BEGIN TASK INPUT

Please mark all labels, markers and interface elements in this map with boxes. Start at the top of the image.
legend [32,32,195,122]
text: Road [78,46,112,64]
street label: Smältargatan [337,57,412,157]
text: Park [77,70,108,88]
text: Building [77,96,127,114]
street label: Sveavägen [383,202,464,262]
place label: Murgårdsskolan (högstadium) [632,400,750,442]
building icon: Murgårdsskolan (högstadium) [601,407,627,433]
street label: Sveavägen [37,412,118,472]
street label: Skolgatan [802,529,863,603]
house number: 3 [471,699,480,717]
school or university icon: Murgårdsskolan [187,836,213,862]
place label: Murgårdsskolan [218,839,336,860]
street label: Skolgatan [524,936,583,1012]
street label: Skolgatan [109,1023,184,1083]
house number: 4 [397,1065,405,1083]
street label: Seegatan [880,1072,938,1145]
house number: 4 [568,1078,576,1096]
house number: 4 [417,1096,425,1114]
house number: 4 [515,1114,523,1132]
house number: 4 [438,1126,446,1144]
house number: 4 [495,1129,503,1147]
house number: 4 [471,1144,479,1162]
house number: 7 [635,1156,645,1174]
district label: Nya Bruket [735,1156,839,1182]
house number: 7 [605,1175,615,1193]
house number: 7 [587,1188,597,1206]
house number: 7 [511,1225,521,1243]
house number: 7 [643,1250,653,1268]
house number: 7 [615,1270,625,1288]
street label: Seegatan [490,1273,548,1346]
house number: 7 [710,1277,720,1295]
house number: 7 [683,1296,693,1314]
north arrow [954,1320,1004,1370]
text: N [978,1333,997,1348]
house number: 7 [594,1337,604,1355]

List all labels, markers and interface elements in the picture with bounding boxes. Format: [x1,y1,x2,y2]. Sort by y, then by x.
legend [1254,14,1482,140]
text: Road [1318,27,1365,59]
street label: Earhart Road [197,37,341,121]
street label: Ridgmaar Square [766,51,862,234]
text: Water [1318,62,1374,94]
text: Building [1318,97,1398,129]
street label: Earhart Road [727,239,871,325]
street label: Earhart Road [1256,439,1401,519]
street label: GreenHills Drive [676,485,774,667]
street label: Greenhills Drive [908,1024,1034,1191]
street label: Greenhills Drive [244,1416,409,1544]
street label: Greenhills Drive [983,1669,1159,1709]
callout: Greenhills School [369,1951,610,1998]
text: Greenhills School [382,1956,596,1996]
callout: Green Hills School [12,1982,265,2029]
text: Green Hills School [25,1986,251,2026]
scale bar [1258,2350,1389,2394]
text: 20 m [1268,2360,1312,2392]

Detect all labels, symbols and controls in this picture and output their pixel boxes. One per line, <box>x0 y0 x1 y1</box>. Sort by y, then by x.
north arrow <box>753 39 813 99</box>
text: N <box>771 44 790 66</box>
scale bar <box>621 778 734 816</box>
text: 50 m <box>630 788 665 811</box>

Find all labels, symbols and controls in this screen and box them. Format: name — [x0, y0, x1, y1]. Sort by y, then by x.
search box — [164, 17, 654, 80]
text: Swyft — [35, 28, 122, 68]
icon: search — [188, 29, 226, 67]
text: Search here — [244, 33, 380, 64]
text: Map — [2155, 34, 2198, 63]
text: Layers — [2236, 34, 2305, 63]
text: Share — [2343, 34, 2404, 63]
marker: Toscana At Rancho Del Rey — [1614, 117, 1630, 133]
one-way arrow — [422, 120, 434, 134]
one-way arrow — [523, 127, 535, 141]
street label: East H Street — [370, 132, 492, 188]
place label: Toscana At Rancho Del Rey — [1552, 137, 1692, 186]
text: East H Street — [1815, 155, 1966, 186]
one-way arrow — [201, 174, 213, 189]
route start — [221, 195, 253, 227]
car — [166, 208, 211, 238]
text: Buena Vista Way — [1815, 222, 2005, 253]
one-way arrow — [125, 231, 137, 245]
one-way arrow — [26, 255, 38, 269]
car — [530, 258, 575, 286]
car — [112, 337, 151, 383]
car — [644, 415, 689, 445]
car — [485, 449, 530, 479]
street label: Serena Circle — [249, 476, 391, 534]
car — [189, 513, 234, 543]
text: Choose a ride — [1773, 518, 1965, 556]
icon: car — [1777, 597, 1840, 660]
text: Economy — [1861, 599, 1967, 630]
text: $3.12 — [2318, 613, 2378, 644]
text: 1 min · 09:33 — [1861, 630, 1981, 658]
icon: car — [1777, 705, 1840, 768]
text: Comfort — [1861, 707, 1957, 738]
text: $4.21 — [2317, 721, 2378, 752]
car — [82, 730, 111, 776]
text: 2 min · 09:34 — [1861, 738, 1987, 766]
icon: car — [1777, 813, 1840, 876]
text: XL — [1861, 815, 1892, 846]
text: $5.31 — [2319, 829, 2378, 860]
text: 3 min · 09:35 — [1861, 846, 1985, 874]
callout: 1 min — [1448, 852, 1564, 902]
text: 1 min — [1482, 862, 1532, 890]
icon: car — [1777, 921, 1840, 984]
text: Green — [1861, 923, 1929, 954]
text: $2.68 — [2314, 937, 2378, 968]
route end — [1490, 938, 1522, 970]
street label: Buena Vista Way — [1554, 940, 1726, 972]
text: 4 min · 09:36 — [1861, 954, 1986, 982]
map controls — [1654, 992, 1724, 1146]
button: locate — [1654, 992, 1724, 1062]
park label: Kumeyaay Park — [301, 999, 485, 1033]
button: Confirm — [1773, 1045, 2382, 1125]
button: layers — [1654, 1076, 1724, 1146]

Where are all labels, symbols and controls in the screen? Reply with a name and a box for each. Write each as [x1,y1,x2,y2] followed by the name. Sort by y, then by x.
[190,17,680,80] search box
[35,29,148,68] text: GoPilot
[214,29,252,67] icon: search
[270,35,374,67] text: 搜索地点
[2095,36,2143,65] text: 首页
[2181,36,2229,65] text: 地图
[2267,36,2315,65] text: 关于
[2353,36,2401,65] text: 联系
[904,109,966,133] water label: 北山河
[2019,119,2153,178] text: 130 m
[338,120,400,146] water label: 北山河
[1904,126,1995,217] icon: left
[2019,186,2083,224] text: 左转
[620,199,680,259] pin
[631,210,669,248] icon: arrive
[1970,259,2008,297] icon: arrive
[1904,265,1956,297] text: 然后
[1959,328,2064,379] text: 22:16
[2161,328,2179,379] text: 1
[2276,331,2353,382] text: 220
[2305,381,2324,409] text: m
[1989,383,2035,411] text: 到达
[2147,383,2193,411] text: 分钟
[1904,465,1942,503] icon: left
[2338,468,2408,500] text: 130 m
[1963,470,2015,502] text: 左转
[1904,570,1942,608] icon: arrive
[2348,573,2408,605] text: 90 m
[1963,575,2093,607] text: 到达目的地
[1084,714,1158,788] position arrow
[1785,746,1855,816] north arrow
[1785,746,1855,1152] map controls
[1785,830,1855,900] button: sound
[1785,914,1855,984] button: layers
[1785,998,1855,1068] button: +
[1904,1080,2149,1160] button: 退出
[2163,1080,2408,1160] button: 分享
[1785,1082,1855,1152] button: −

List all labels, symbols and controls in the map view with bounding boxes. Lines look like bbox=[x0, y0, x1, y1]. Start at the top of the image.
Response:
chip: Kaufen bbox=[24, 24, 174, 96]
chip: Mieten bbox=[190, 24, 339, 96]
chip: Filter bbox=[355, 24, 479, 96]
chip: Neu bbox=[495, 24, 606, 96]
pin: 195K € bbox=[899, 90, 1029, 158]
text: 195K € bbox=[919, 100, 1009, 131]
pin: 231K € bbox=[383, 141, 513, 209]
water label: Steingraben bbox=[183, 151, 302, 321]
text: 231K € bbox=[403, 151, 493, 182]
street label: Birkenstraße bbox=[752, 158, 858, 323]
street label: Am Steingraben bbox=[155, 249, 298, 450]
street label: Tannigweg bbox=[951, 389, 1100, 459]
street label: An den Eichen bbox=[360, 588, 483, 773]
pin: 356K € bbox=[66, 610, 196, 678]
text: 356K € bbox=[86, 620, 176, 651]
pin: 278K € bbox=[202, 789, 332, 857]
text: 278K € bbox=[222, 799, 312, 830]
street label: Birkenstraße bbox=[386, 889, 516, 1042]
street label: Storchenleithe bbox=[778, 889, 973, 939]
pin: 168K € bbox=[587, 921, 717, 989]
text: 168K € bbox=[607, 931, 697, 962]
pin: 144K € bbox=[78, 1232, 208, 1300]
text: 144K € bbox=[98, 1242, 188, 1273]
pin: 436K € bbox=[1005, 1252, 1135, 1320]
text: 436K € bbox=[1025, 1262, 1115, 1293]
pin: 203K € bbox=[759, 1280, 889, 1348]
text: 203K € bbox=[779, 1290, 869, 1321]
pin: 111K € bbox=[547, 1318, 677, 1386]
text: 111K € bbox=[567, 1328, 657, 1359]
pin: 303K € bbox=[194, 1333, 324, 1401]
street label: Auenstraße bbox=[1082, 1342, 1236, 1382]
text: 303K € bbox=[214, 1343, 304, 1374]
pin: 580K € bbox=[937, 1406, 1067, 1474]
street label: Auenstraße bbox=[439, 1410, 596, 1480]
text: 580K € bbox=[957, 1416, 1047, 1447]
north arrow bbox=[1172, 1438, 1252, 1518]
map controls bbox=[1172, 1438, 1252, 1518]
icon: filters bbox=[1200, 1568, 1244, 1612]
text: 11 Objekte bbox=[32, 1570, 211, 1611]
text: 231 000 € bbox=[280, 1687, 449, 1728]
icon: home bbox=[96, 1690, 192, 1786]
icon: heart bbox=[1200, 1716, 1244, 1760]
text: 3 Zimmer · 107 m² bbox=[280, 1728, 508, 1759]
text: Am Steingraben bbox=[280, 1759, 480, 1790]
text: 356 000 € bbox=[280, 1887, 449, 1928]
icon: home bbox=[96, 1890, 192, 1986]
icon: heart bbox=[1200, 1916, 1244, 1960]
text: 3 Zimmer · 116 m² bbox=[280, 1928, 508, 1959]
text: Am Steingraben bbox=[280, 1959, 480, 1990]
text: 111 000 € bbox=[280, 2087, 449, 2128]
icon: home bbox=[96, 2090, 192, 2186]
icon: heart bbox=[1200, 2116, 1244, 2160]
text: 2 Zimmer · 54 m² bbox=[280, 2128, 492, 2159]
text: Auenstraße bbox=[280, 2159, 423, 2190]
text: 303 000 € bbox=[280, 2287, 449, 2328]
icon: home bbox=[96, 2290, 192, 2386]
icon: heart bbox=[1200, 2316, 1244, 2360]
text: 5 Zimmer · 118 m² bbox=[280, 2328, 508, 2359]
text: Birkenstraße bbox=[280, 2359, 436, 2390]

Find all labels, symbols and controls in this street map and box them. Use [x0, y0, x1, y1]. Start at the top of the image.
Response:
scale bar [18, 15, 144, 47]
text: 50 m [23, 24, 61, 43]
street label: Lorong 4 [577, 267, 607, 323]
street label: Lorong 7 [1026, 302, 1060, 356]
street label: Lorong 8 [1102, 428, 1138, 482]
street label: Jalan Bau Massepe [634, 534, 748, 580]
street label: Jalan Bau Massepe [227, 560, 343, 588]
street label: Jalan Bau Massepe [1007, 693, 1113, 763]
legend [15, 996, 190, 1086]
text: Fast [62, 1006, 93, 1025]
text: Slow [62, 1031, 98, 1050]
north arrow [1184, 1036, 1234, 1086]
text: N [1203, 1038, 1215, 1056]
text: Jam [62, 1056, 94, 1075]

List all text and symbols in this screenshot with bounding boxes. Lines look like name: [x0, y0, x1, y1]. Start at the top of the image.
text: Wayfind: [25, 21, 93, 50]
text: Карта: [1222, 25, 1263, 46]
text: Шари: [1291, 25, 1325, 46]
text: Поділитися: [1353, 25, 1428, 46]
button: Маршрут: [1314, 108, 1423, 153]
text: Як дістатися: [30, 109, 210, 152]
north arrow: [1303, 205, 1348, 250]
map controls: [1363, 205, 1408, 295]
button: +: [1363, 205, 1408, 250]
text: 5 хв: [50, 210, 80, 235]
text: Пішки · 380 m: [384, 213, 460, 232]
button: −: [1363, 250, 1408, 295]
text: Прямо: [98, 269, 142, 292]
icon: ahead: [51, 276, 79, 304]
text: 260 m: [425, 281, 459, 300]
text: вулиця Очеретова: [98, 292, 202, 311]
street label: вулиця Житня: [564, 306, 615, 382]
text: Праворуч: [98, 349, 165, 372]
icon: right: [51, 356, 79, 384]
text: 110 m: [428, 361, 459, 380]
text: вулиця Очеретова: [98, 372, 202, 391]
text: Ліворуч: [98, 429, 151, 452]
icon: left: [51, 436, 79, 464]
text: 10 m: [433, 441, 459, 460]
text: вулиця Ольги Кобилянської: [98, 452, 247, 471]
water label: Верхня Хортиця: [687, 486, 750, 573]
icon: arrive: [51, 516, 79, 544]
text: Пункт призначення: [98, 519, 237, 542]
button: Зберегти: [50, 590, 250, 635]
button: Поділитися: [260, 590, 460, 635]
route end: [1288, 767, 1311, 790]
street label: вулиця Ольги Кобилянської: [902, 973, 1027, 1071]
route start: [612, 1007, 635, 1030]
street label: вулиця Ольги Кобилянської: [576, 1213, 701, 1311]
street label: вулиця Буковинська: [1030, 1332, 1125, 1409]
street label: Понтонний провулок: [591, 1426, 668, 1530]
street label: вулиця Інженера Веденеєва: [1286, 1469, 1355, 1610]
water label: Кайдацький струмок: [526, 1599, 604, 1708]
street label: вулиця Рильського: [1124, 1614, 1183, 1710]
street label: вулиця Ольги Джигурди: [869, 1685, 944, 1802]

END TASK INPUT

> **WHAT THE EXERCISE ASKS**:
Count the lines above that contain "Road" and reply with the figure alone.

> **EXERCISE OUTPUT**:
5